Data excerpts:

● ● ● ●

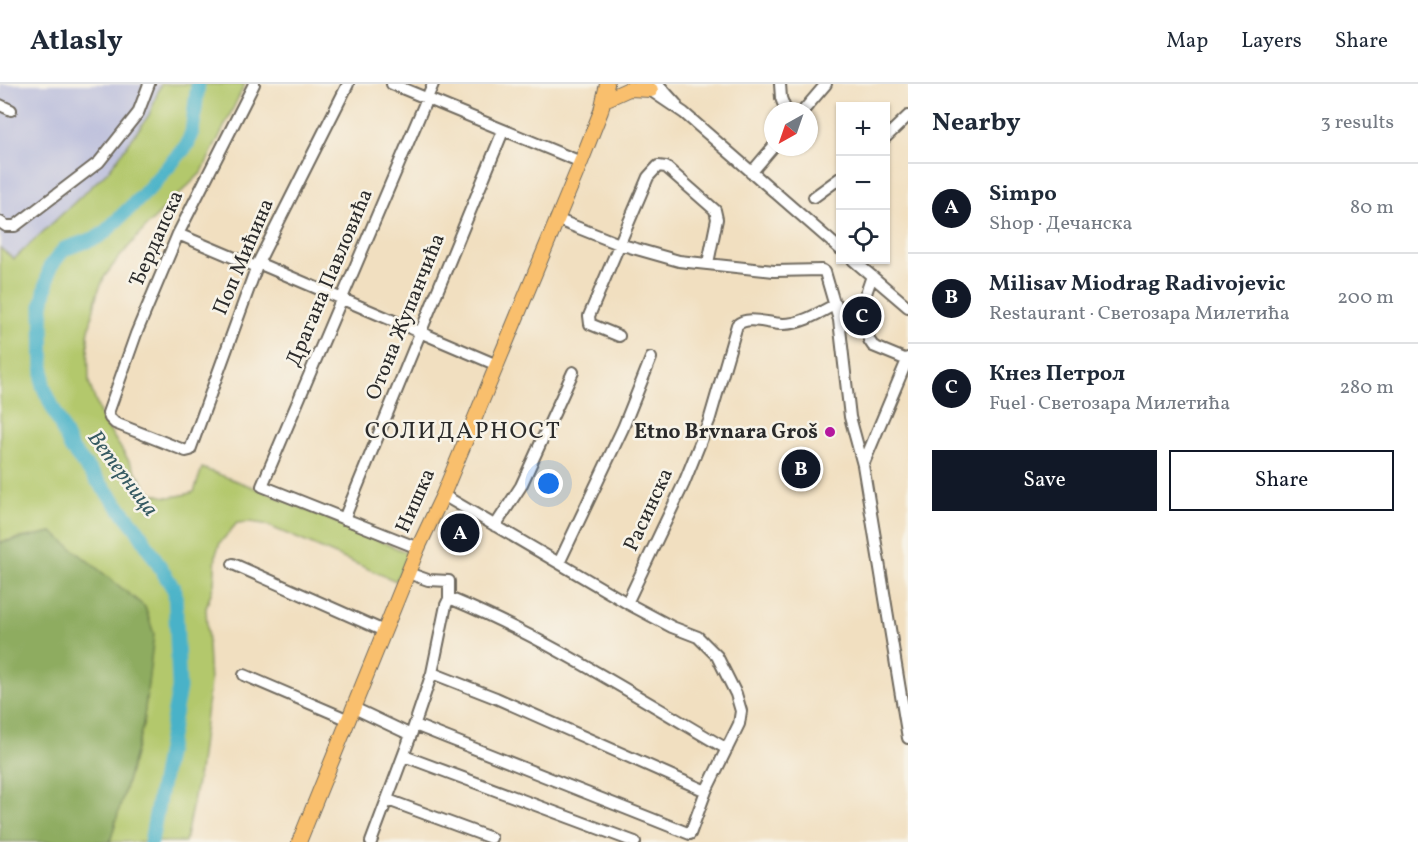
<!DOCTYPE html>
<meta charset="utf-8">
<style>
:root{--surface:#fff;--page:#f6f6f7;--text:#1f2937;--muted:#747a83;--line:#e0e1e3;--accent:#111827}
body{margin:0;font-family:Vollkorn,serif;background:var(--page);color:var(--text)}
.controls{position:absolute;right:18px;top:18px;display:grid;overflow:hidden;border-radius:0px;box-shadow:0 2px 4px #0004}
.controls button{width:54px;height:54px;display:grid;place-items:center;padding:0;border:0;border-bottom:2px solid var(--line);background:var(--surface);color:var(--text);font:30px sans-serif}
.compass{position:absolute;left:764px;top:18px;width:54px;height:54px;border-radius:50%;background:var(--surface);box-shadow:0 2px 4px #0004;rotate:220deg}
.you{position:absolute;left:549px;top:400px;width:21px;height:21px;margin:-15px;border:4px solid #fff;border-radius:50%;background:#1a73e8;box-shadow:0 0 0 9px #1a73e833}
.badge{display:grid;place-items:center;width:39px;height:39px;border-radius:50%;background:var(--accent);color:#fff;font-size:20px;font-weight:700}
.pin{position:absolute;translate:-50% -50%;border:3px solid #fff;box-shadow:0 2px 6px #0006}
.list{margin:0;padding:0;list-style:none}
h2{display:flex;justify-content:space-between;align-items:center;height:78px;margin:0;padding:0 24px;font-size:26px}
h2 small{font-size:20px;font-weight:400;color:var(--muted)}
.list li{display:grid;grid-template-columns:39px 1fr auto;gap:18px;align-items:center;box-sizing:border-box;height:90px;padding:0 24px;border-top:2px solid var(--line)}
.list b{display:block;font-size:22px;white-space:nowrap}
.list p{margin:0;font-size:20px;white-space:nowrap;color:var(--muted)}
.list em{font-size:20px;font-style:normal;color:var(--muted)}
.actions{display:flex;gap:12px;padding:18px 24px}
.actions a{flex:1;padding:14px 0;border:2px solid var(--accent);border-radius:0px;text-align:center;font-size:21px;color:var(--accent)}
.actions .main{background:var(--accent);color:#fff}
.icon{flex:none;width:33px;height:33px;fill:none;stroke:currentColor;stroke-width:2;stroke-linecap:round;stroke-linejoin:round}
.map{position:relative;flex:none;width:908px;height:758px;overflow:hidden}
header{display:flex;align-items:center;gap:36px;box-sizing:border-box;height:84px;padding:0 30px;background:var(--surface);border-bottom:2px solid var(--line)}
header strong{font-size:28px}
nav{display:flex;gap:33px;margin-inline-start:auto;font-size:21px}
main{display:flex}
aside{flex:1;background:var(--surface)}
.map>svg:first-child{display:block}
.industrial{fill:#c0c2dd}
.green{fill:#b3c86c;stroke:#6f7a4c;stroke-width:1.5}
.forest{fill:#8eac60;stroke:#5c6c46;stroke-width:1.5}
.lines{fill:none;stroke-linecap:round;stroke-linejoin:round}
.river{stroke:#4ab2c8;stroke-width:15}
.minor-casing{stroke:#706a5f;stroke-width:14}
.major-casing{stroke:#706a5f;stroke-width:16}
.minor{stroke:#fff;stroke-width:10}
.major{stroke:#f9bf6d;stroke-width:14}
.poi-dot{fill:#b5179e;stroke:#f7f3e8;stroke-width:2}
.labels{text-anchor:middle;dominant-baseline:central;stroke-width:5;stroke-linejoin:round;paint-order:stroke}
.street-label{font-size:21px;fill:#2b2b2b;stroke:#f7f3e8}
.poi-label{font-size:21px;font-weight:bold;fill:#2b2b2b;stroke:#f7f3e8;text-anchor:end}
.water-label{font-size:22px;font-style:italic;fill:#365a62;stroke:#f7f3e8}
.quarter-label{font-size:24px;letter-spacing:1.5px;fill:#2b2b2b;stroke:#f7f3e8}
</style>
<header>
<strong>Atlasly</strong>
<nav><a>Map</a><a>Layers</a><a>Share</a></nav>
</header>
<main>
<div class="map">
<svg width="908" height="758" viewBox="0 0 908 758">
<rect width="100%" height="100%" fill="#f7f3e8"/>
<filter id="ink" filterUnits="userSpaceOnUse"><feTurbulence type="fractalNoise" baseFrequency=".0167" numOctaves="2"/><feDisplacementMap in="SourceGraphic" scale="12" xChannelSelector="R" yChannelSelector="G"/><feConvolveMatrix kernelMatrix="1 2 1 2 8 2 1 2 1" color-interpolation-filters="sRGB"/></filter>
<filter id="wash" filterUnits="userSpaceOnUse"><feTurbulence type="fractalNoise" baseFrequency=".008" numOctaves="4" result="noise"/><feDisplacementMap in="SourceGraphic" scale="24" xChannelSelector="R" yChannelSelector="G"/><feGaussianBlur stdDeviation="1.35" result="paint"/><feColorMatrix in="noise" values="0 0 0 0 0 0 0 0 0 0 0 0 0 0 0 0 0 1.4 0 .05"/><feComposite in="paint" operator="in"/></filter>
<g filter="url(#wash)">
<rect width="100%" height="100%" fill="#f1dfc0"/>
<path class="industrial" d="M0,0H161L149,31L110,85L14,175L0,164Z"/>
<path class="green" d="M161,0H245L202,88L146,143L117,176L105,192L97,210L88,251L89,299L102,335L147,405C163,417 177,413 194,408L202,384L263,407L408,469L396,497L264,440L250,438L237,439L220,459L216,470L214,500L206,524L210,598L199,688L185,758H110L143,641L153,553L52,448L0,458V164L14,175L110,85L149,31Z"/>
<path class="forest" d="M52,448L145,523L154,550L143,641L110,758H0V459Z"/>
<g class="lines">
<path class="river" d="M151,758L179,604L175,507L136,444L71,364L43,302L42,222L50,183L64,165L96,154L104,149L146,108L187,61L192,48L198,0"/>
</g>
</g>
<g filter="url(#ink)">
<g class="lines">
<defs>
<path id="minor" d="M254,0L178,150L136,250L108,329L110,334L115,339L186,367L190,366L258,179L348,0
M392,0L581,78
M658,0L676,20
M780,0L781,14L786,27
M644,2L684,29L840,165
M0,21L11,26
M803,27L826,0
M886,53L908,32
M751,89L773,63
M814,113L840,94
M556,135L619,160L679,177L774,187L822,186L825,188L839,236L850,333L863,381L908,274
M0,138L6,142H15L99,78L138,29L149,0
M178,150L256,183
M853,176L908,223
M258,179L497,281
M872,192L864,215L869,256L873,262L907,276
M619,252L590,240L589,232L648,93L658,82L666,83L715,126L717,135L708,179
M863,381L908,654
M344,435L503,47
M495,442L521,402L573,288
M418,464L262,402L433,0
M559,479L623,344L651,274
M233,480L384,547
M408,489L428,496L449,497V515
M627,519L684,399L709,337L737,241C748,231 769,240 783,240C802,240 819,229 836,220
M432,589L496,614L706,707
M244,591L349,636
M354,624L411,651L432,589L446,521L449,515L454,516C550,556 637,613 727,665
M415,641L690,750L706,707L739,640L741,627L736,610L717,572L698,553L672,543L627,519L443,411
M404,672L635,758
M388,716L491,754
M371,758L411,651"/>
<path id="major" d="M609,14L629,5L651,6
M299,758L418,464L443,411L581,78L601,27L607,0"/>
</defs>
<use href="#minor" class="minor-casing"/>
<use href="#major" class="major-casing"/>
<use href="#minor" class="minor"/>
<use href="#major" class="major"/>
</g>
</g>
<circle class="poi-dot" cx="830" cy="348" r="6"/>
<g class="labels">
<g class="street-label">
<text transform="translate(157 155) rotate(-66)">Ђердапска</text>
<text transform="translate(244 173) rotate(-67)">Поп Мићина</text>
<text transform="translate(330 194) rotate(-67)">Драгана Павловића</text>
<text transform="translate(406 233) rotate(-68)">Отона Жупанчића</text>
<text transform="translate(416 417) rotate(-66)">Нишка</text>
<text transform="translate(649 426) rotate(-65)">Расинска</text>
</g>
<g class="poi-label">
<text x="818" y="348">Etno Brvnara Groš</text>
</g>
<g class="water-label">
<text transform="translate(122 390) rotate(53)">Ветерница</text>
</g>
<g class="quarter-label">
<text x="463" y="348">СОЛИДАРНОСТ</text>
</g>
</g>
</svg>
<div class="controls">
<button>+</button>
<button>−</button>
<button><svg class="icon" aria-label="locate" viewBox="0 0 24 24"><circle cx="12" cy="12" r="6"/><path d="M12 2v4M12 18v4M2 12h4M18 12h4"/></svg></button>
</div>
<svg class="compass" viewBox="-18 -18 36 36"><path d="M0-13l5 13h-10z" fill="#e53935"/><path d="M0 13l5-13h-10z" fill="#747a83"/></svg>
<div class="you"></div>
<div class="pin badge" style="left:460px;top:449px">A</div>
<div class="pin badge" style="left:801px;top:385px">B</div>
<div class="pin badge" style="left:862px;top:232px">C</div>
</div>
<aside>
<h2>Nearby<small>3 results</small></h2>
<ul class="list">
<li><span class="badge">A</span><div><b>Simpo</b><p>Shop · Дечанска</p></div><em>80 m</em></li>
<li><span class="badge">B</span><div><b>Milisav Miodrag Radivojevic</b><p>Restaurant · Светозара Милетића</p></div><em>200 m</em></li>
<li><span class="badge">C</span><div><b>Кнез Петрол</b><p>Fuel · Светозара Милетића</p></div><em>280 m</em></li>
</ul>
<div class="actions"><a class="main">Save</a><a>Share</a></div>
</aside>
</main>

● ● ● ●

## What needs to be done
Look through the records above and please copy every line in which the string "small" occurs.

## Solved exercise
h2 small{font-size:20px;font-weight:400;color:var(--muted)}
<h2>Nearby<small>3 results</small></h2>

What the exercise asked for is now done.